А еще помню - руководитель нашего курса Владимир Васильевич Готовцев однажды задал нам придумать этюд с воображаемым предметом. Я показывала, будто штопаю чулки. И, видимо, это получалось у меня настолько убедительно, что Готовцев почти на каждом занятии просил: «Верочка Васильева, покажи нам, как чинить чулки». А Оля Аросева обычно комментировала на всю аудиторию: «Ой, ну вот снова мне эти чулки смотреть» - и картинно так отворачивалась. Несколько лет спустя, оказавшись в труппе Театра сатиры, мы со смехом вспоминали те «чулки». Оля была по природе своей иронична, остра на язычок и очень взрывная по характеру. Я вообще считала ее неким олицетворением нашего театра. В отличие от себя.

-Еще в студенческие годы вы громко дебютировали в кино и в Театр сатиры пришли уже звездой?

- Когда в 1948 году на экраны вышло «Сказание о земле Сибирской», на меня обрушилась неожиданная слава.

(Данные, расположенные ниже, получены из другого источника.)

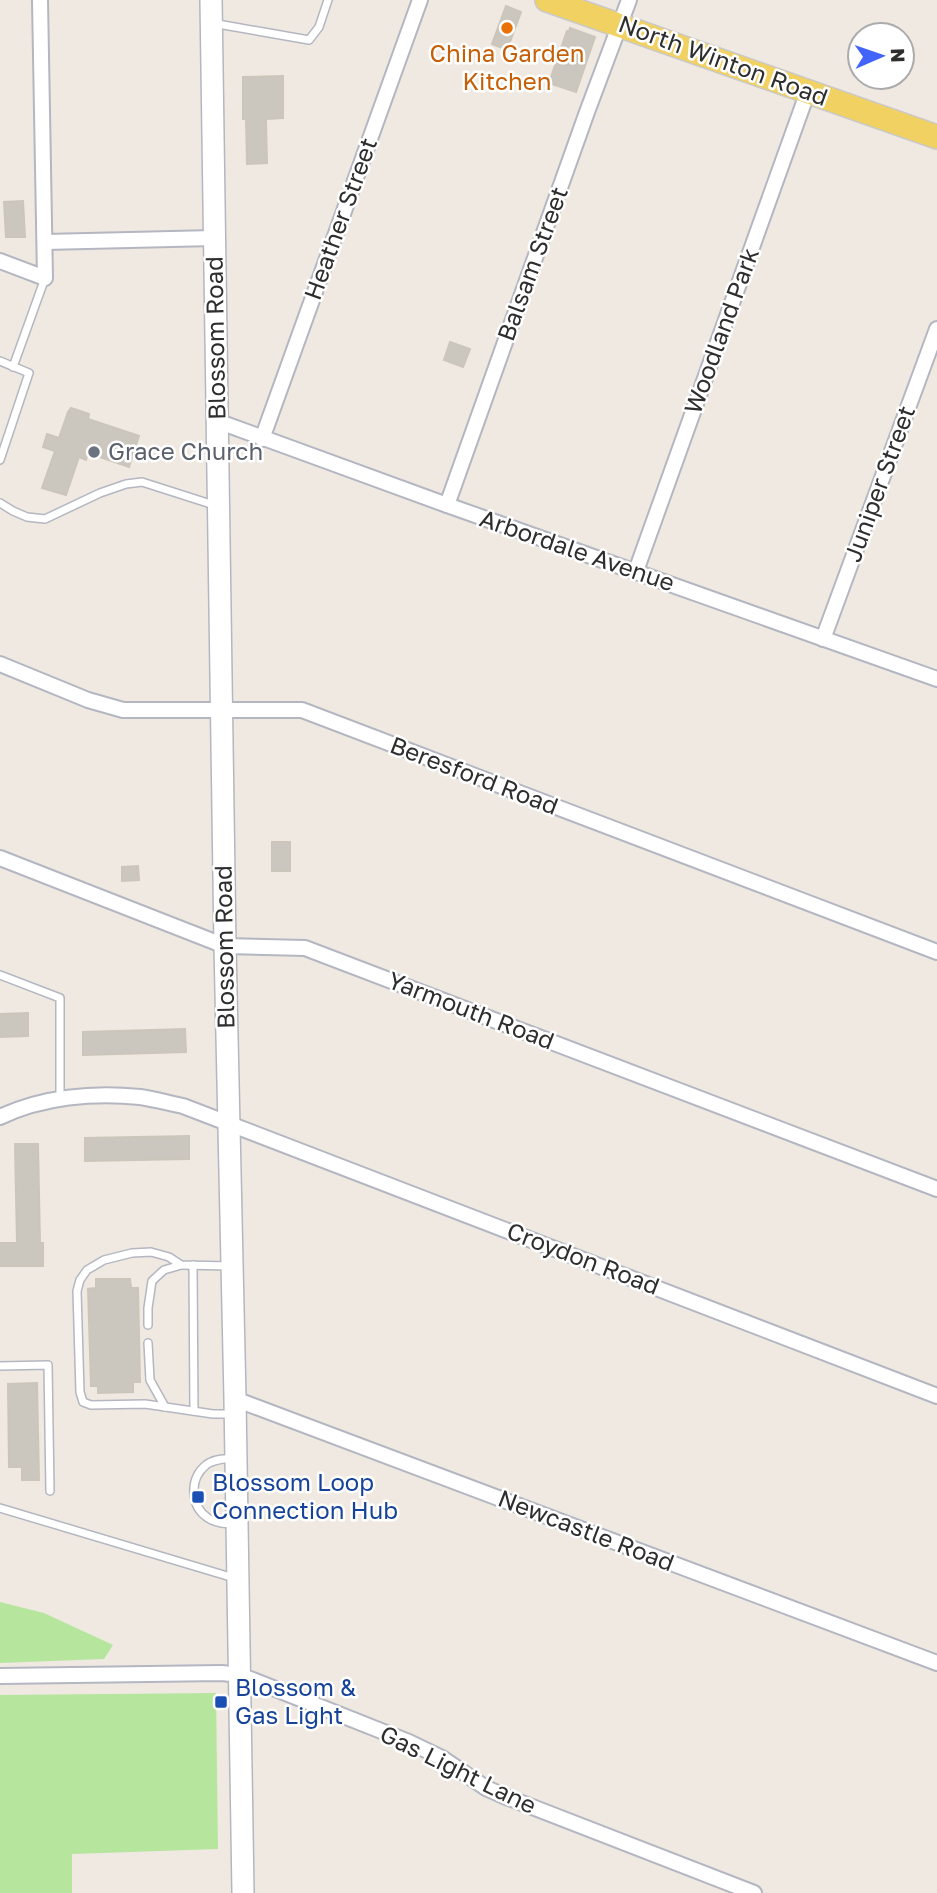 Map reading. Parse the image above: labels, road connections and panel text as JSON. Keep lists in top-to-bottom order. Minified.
{"streets":{"main road":["North Winton Road"],"street":["Heather Street","Balsam Street","Woodland Park","Blossom Road","Juniper Street","Arbordale Avenue","Beresford Road","Yarmouth Road","Croydon Road","Newcastle Road","Gas Light Lane"]},"crossings":[["North Winton Road","Balsam Street"],["North Winton Road","Woodland Park"],["Heather Street","Arbordale Avenue"],["Balsam Street","Arbordale Avenue"],["Woodland Park","Arbordale Avenue"],["Blossom Road","Arbordale Avenue"],["Blossom Road","Beresford Road"],["Blossom Road","Yarmouth Road"],["Blossom Road","Croydon Road"],["Blossom Road","Newcastle Road"],["Blossom Road","Gas Light Lane"],["Juniper Street","Arbordale Avenue"]],"places":{"other":["China Garden Kitchen","Grace Church"],"transit":["Blossom Loop Connection Hub","Blossom & Gas Light"]},"north":"right"} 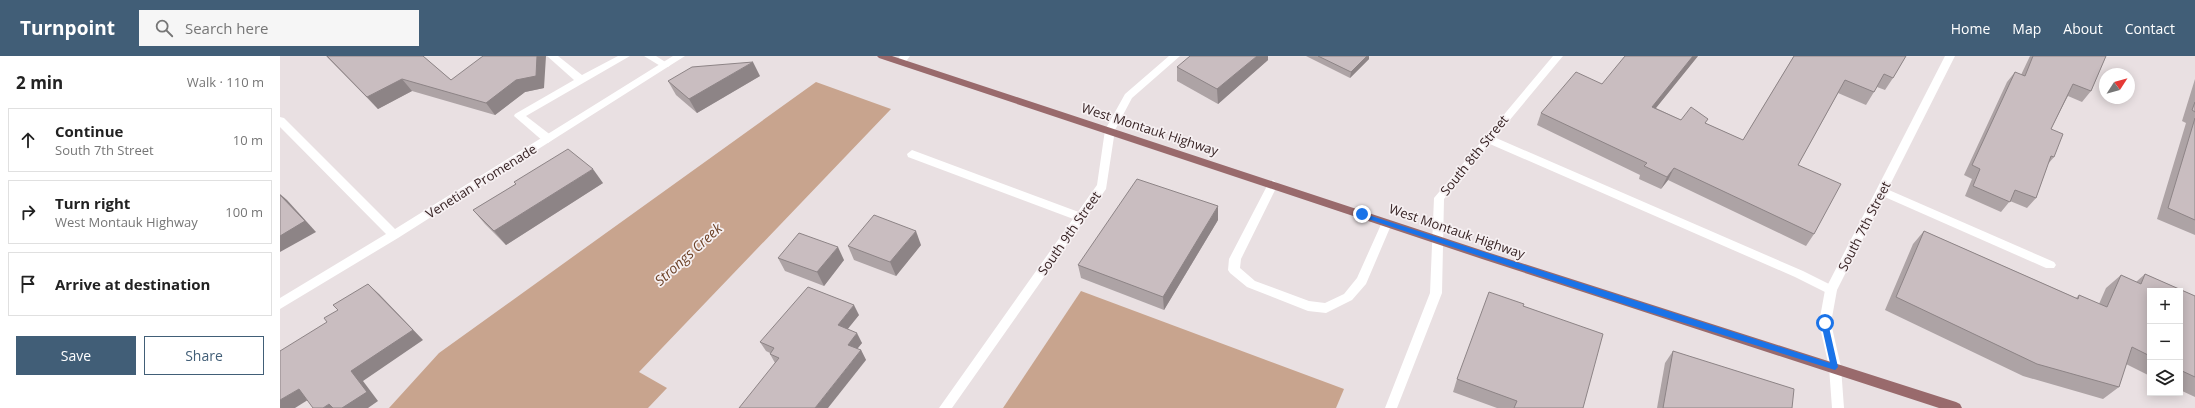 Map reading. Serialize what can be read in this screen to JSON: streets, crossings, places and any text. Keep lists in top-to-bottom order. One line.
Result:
{"streets":{"main road":["West Montauk Highway"],"street":["South 8th Street","Venetian Promenade","South 7th Street","South 9th Street"]},"crossings":[["West Montauk Highway","South 8th Street"],["West Montauk Highway","South 7th Street"],["West Montauk Highway","South 9th Street"]],"water":["Strongs Creek"],"north":"top right","page":{"header":"Turnpoint","search":"Search here","nav":["Home","Map","About","Contact"],"heading":["2 min","Walk · 110 m"],"list":[["Continue","South 7th Street","10 m"],["Turn right","West Montauk Highway","100 m"],"Arrive at destination"],"map_buttons":["+","−"],"buttons":["Save","Share"]}} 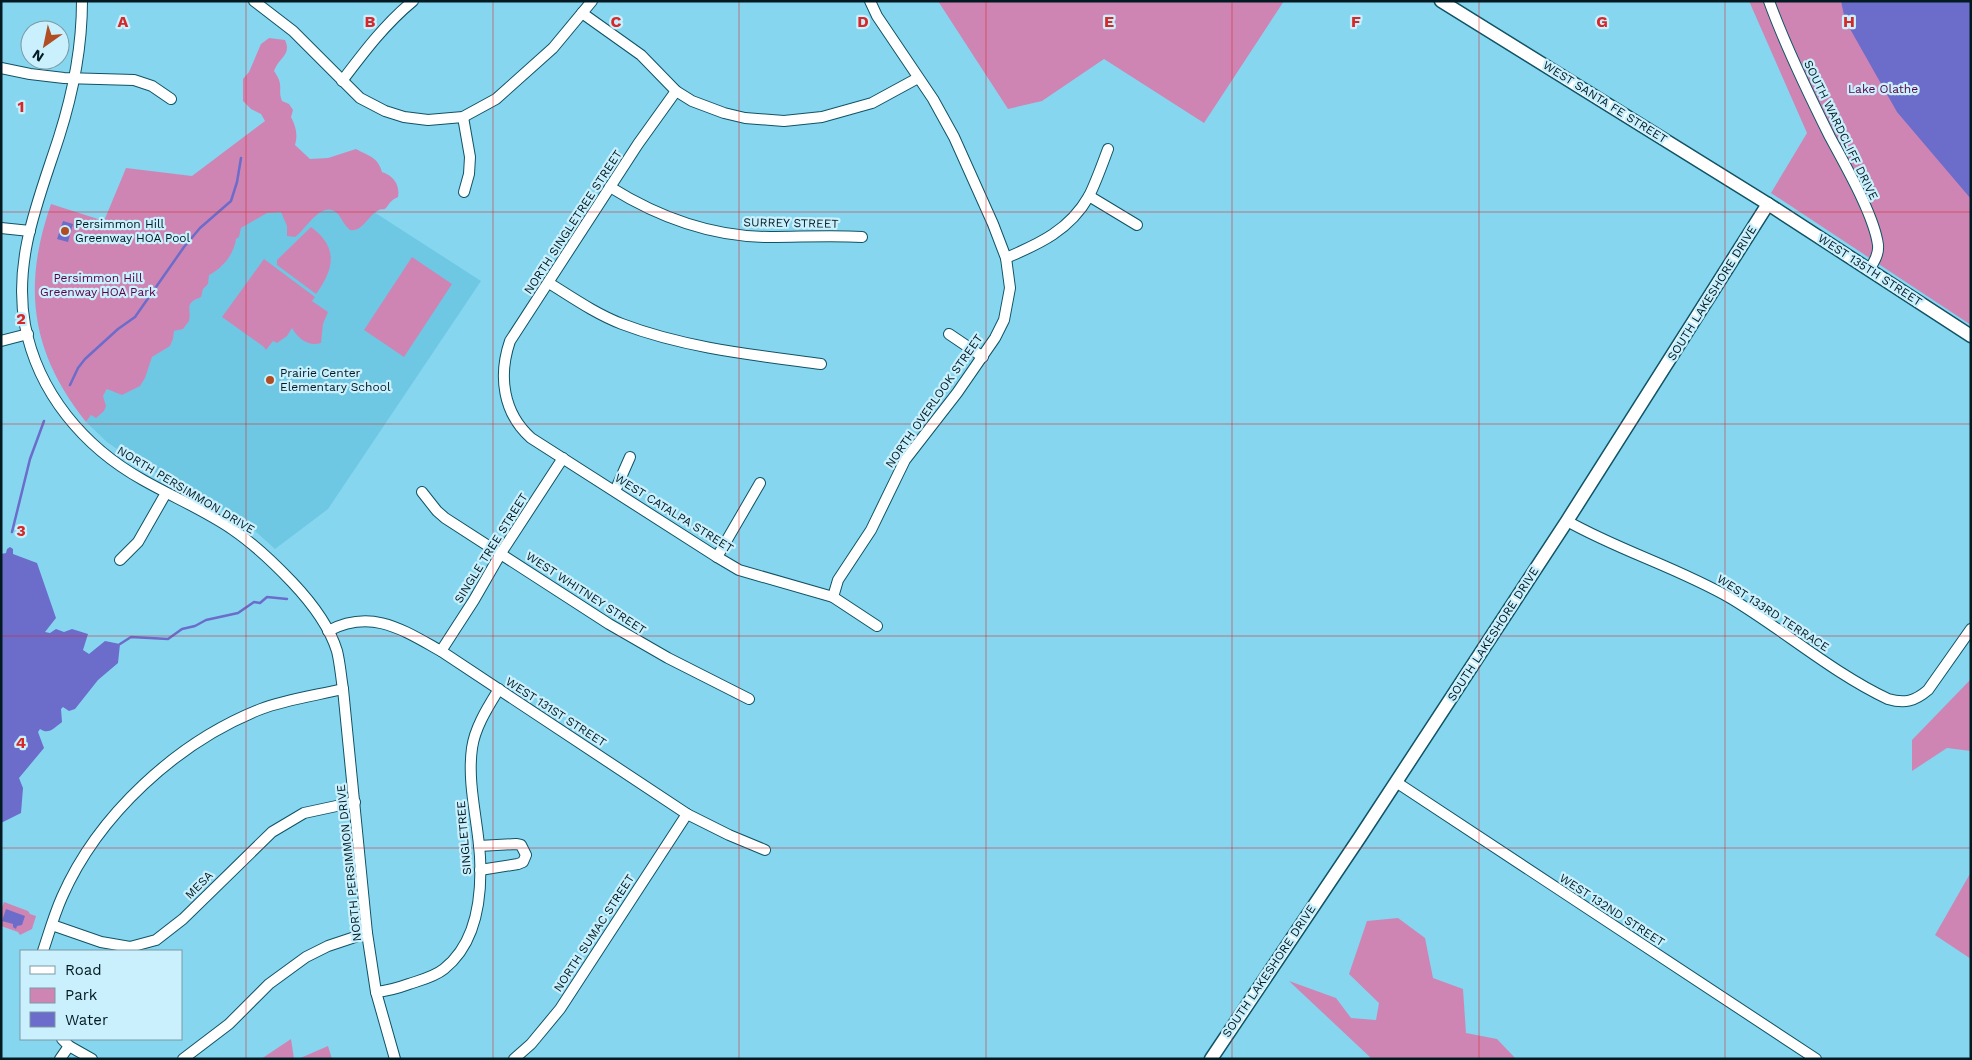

Режиссера Ивана Александровича Пырьева, оператора, сценаристов, композитора и ведущую группу актеров представили к Сталинской премии.

-Вы ведь тоже ее получили?

-Сначала я в списке лауреатов не значилась. Но, как мне потом рассказывали, - не знаю, правда это или нет, - Сталин, который всегда смотрел все кинокартины, увидев меня, спросил: «Где нашли вот эту прелесть?» Когда ему доложили, что я всего лишь студентка третьего курса, поэтому к премии не представлена, он коротко сказал: «Она хорошо сыграла, надо ей премию дать». И меня тут же включили в списки, которые обычно проходят длительное обсуждение в разных инстанциях, и я получила свою первую Сталинскую премию.

Почти одновременно с дипломом актрисы драматического театра получила приглашение в Театр сатиры, которым тогда руководил Николай Васильевич Петров. Там ставили водевиль Ленского и Бонди «Лев Гурыч Синичкин» и искали актрису на роль Лизоньки Синичкиной. Играть юную девушку, мечтающую о театре, - это мое. А вскоре Петров пригласил для постановки спектакля «Свадьба с приданым» молодого режиссера Бориса Ивановича Равенских, о котором тогда в театральной Москве все говорили как о новаторе, необыкновенно яркой личности.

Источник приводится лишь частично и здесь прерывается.